Wealdstone vs Bury Town
4 September 2011 (Non League Day)
Wealdstone 3 Bury Town 1
Ryman Isthmian League, Premier Division
Attendance: 501

Having visited a quintessential non-League ground (Hitchin Town) for last season’s inaugural Non League Day - www.flickr.com/photos/ccpub/sets/72157624778541443/ - I was looking for what might be considered an iconic non-League club for this season’s event, and Wealdstone appeared to tick a number of boxes.

Not only was Wealdstone FC briefly the leading non-League club in England, by virtue of an historic Conference [then the Gola League] and FA Trophy ‘double’ in 1982; it also spawned the likes of Stuart Pearce, Vinnie Jones, and Jermaine Beckford all of whom began their senior careers with the Stones. If that wasn’t enough, add the record of three undefeated Wembley finals; participation in the first televised broadcast of a football match @ Barnet … and the first live FA Cup television broadcasts vs. Edgware Town, and Colchester United in 1949. Finally, factor in a recent history that has seen this once proud club homeless and struggling to survive then you have all the chapters of the archetypal non-League story.

Although Wealdstone’s glory days are part of their comparatively recent history [yes, to those of us of a certain age the 80s seem like only yesterday], the club is much older, originally founded in 1899 before being forced to close just seven years later due to lack of interest, before being reformed in 1908. Up until the outbreak of the Great War the club played on no fewer than eleven different grounds, but 1922 moved into what was to become its spiritual home, Lower Mead.

The ground was secured for the club by Charles Brady, who became Club President in 1921. The 300 seat grandstand was relocated from a defunct club, Summerstown FC and rebuilt on the site in 1928, where it remained until its demolition in the early 1990s. There were also two covered ends: the Emslie End, named after a former Chairman; and the Cinema End, so called because Brady negotiated the sale of that end to a cinema company and used the funds to improve facilities and clear debts. The record attendance at Lower Mead was 13,504 for an FA Amateur Cup tie in 1949. Three of Bob Lilliman’s archive photographs of Lower Mead are included in this set.

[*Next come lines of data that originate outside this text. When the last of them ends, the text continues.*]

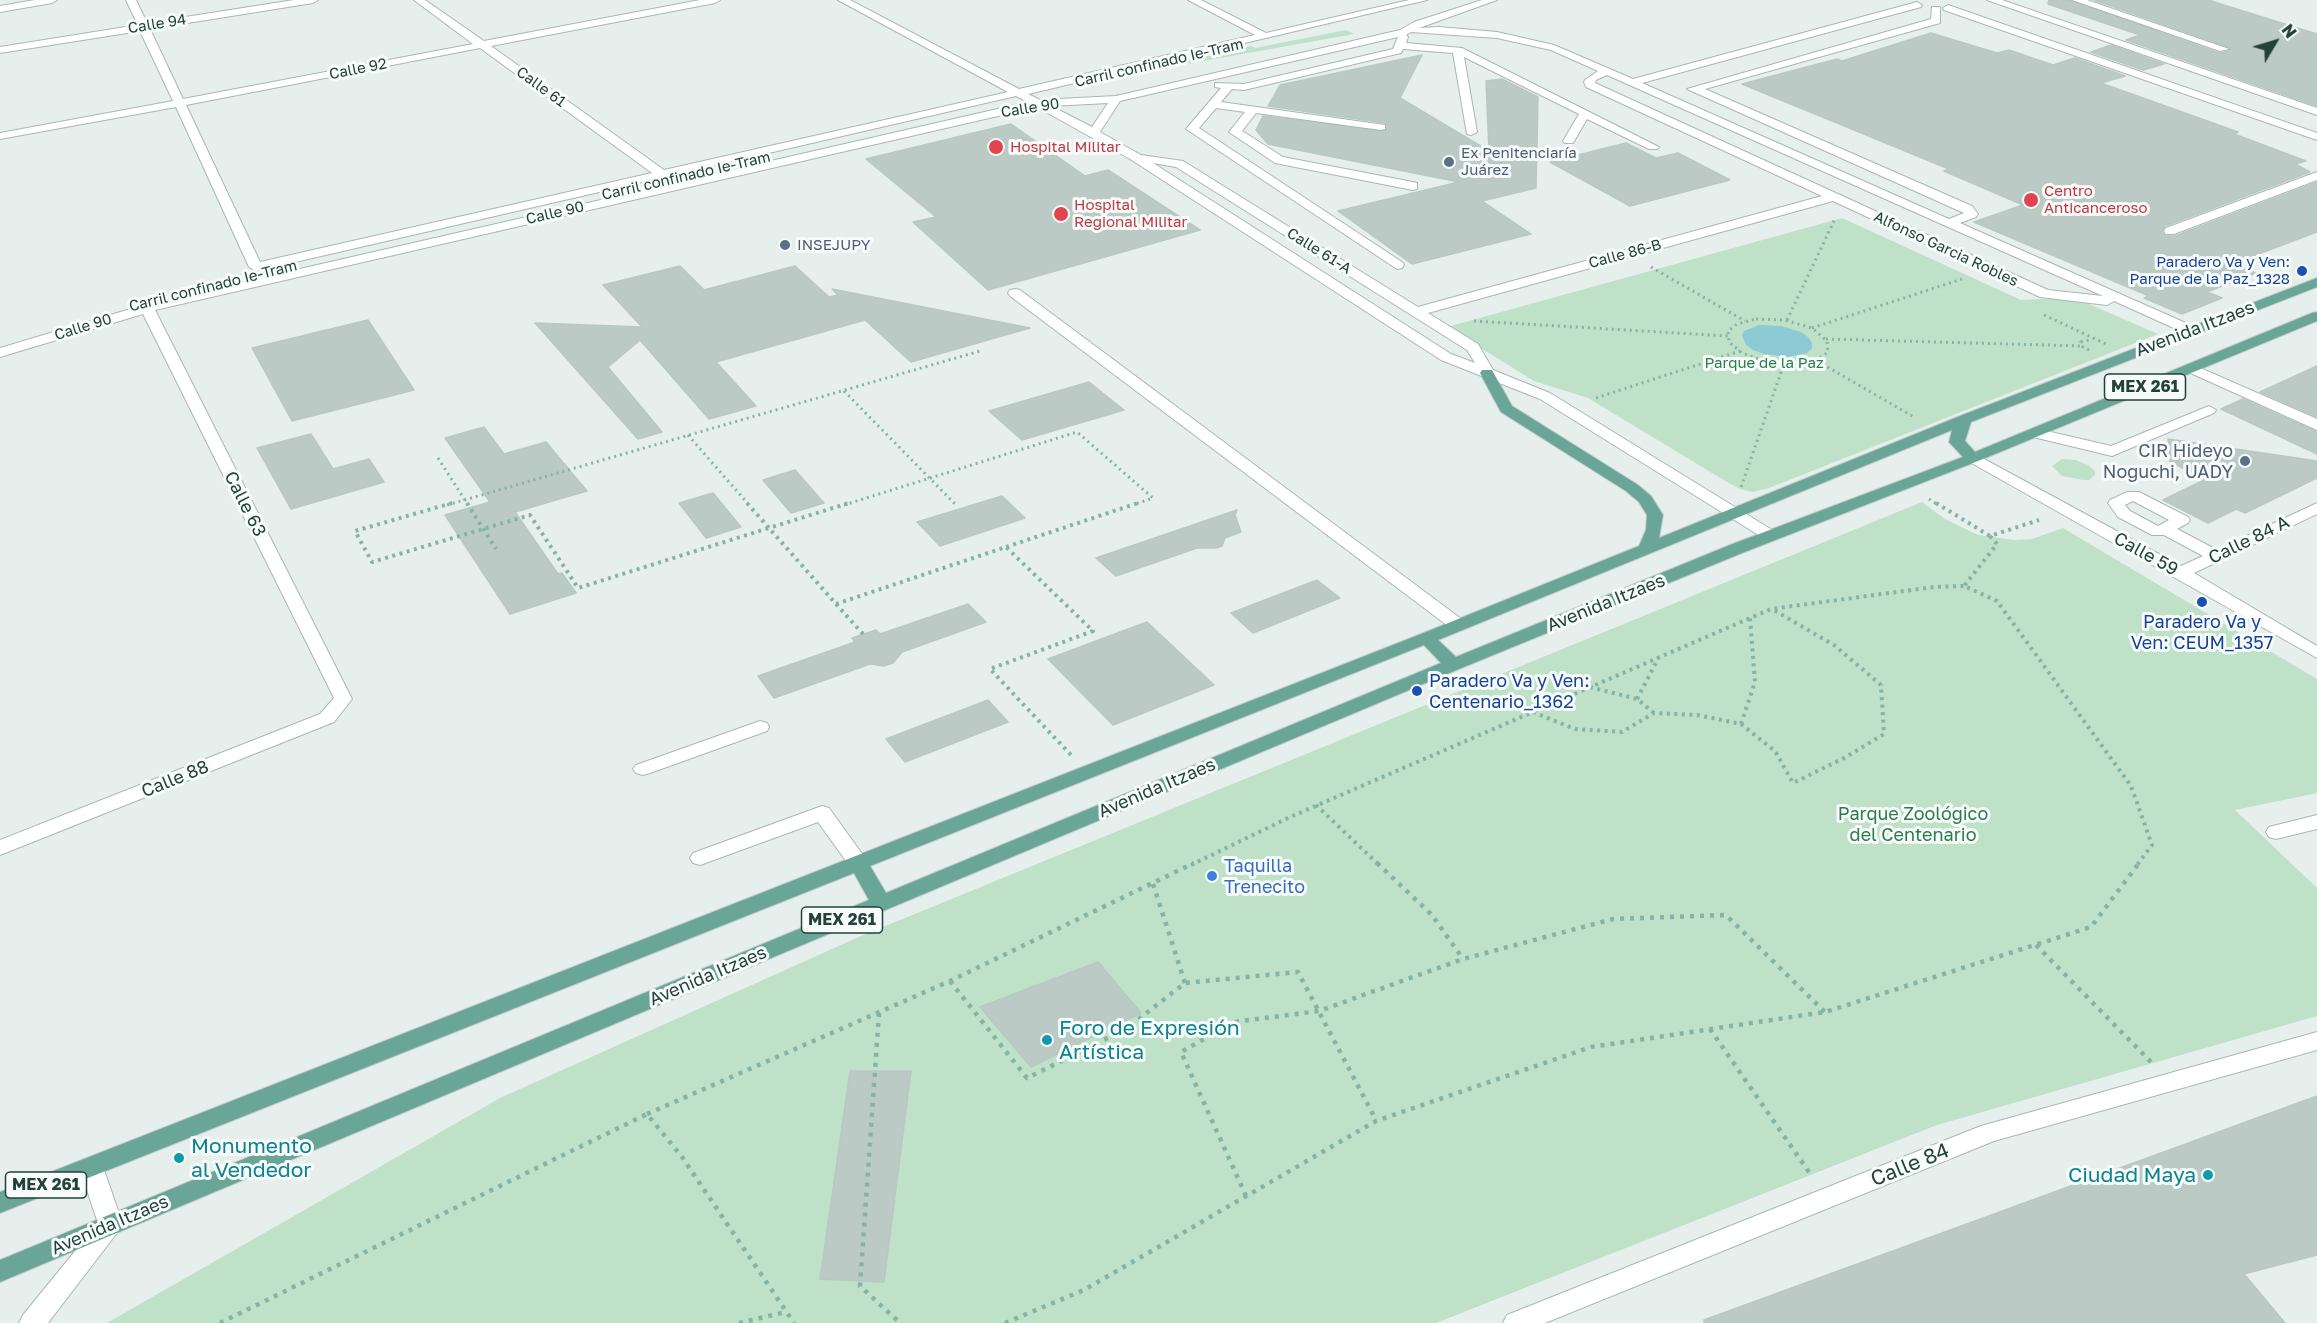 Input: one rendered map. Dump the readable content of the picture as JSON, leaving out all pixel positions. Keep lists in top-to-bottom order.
{
  "streets": {
    "main road": ["Avenida Itzaes", "MEX 261"],
    "street": [
      "Calle 94",
      "Carril confinado Ie-Tram",
      "Calle 92",
      "Calle 61",
      "Calle 90",
      "Alfonso Garcia Robles",
      "Calle 61-A",
      "Calle 86-B",
      "Calle 63",
      "Calle 84 A",
      "Calle 59",
      "Calle 88",
      "Calle 84"
    ]
  },
  "crossings": [
    ["Carril confinado Ie-Tram", "Calle 90"],
    ["Carril confinado Ie-Tram", "Calle 61-A"],
    ["Calle 92", "Calle 61"],
    ["Calle 92", "Calle 90"],
    ["Calle 61", "Calle 90"],
    ["Calle 90", "Alfonso Garcia Robles"],
    ["Calle 90", "Calle 61-A"],
    ["Calle 90", "Calle 63"],
    ["Alfonso Garcia Robles", "Calle 86-B"],
    ["Alfonso Garcia Robles", "Avenida Itzaes"],
    ["Calle 61-A", "Calle 86-B"],
    ["Calle 61-A", "Avenida Itzaes"],
    ["Avenida Itzaes", "Calle 59"],
    ["Calle 63", "Calle 88"],
    ["Calle 84 A", "Calle 59"]
  ],
  "parks": ["Parque de la Paz", "Parque Zoológico del Centenario"],
  "places": [
    "Hospital Militar",
    "Ex Penitenciaría Juárez",
    "Centro Anticanceroso",
    "Hospital Regional Militar",
    "INSEJUPY",
    "Paradero Va y Ven: Parque de la Paz_1328",
    "CIR Hideyo Noguchi, UADY",
    "Paradero Va y Ven: CEUM_1357",
    "Paradero Va y Ven: Centenario_1362",
    "Taquilla Trenecito",
    "Foro de Expresión Artística",
    "Monumento al Vendedor",
    "Ciudad Maya"
  ],
  "north": "top right"
}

In 1991 the ground was controversially sold to Tesco from which the club received very little. Plans to move Wealdstone to Willesdon Stadium came to nothing and the loss of Lower Mead led to a 17 year itinerant existence with ground-shares at Watford, Yeading, Edgware Town and Northwood, with the club losing huge amounts of money during the two seasons at Watford.

A desire to secure a new permanent home within the London Borough of Harrow looked as though it might finally come to fruition when a suitable site was found at the Prince Edward Playing Fields in Canons Park, a facility which had fallen into disuse and disrepair. Planning permission for a new stadium with substantial community amenities was attained, and partial funding given from the national lottery. Construction began in 2003, but the project was hindered by various financial problems and the building work was halted completely in 2004, when the private company paying the builders went into liquidation. Slow progress was made in sourcing alternative funding, but it was hoped that the stadium would be still be completed and opened in 2007.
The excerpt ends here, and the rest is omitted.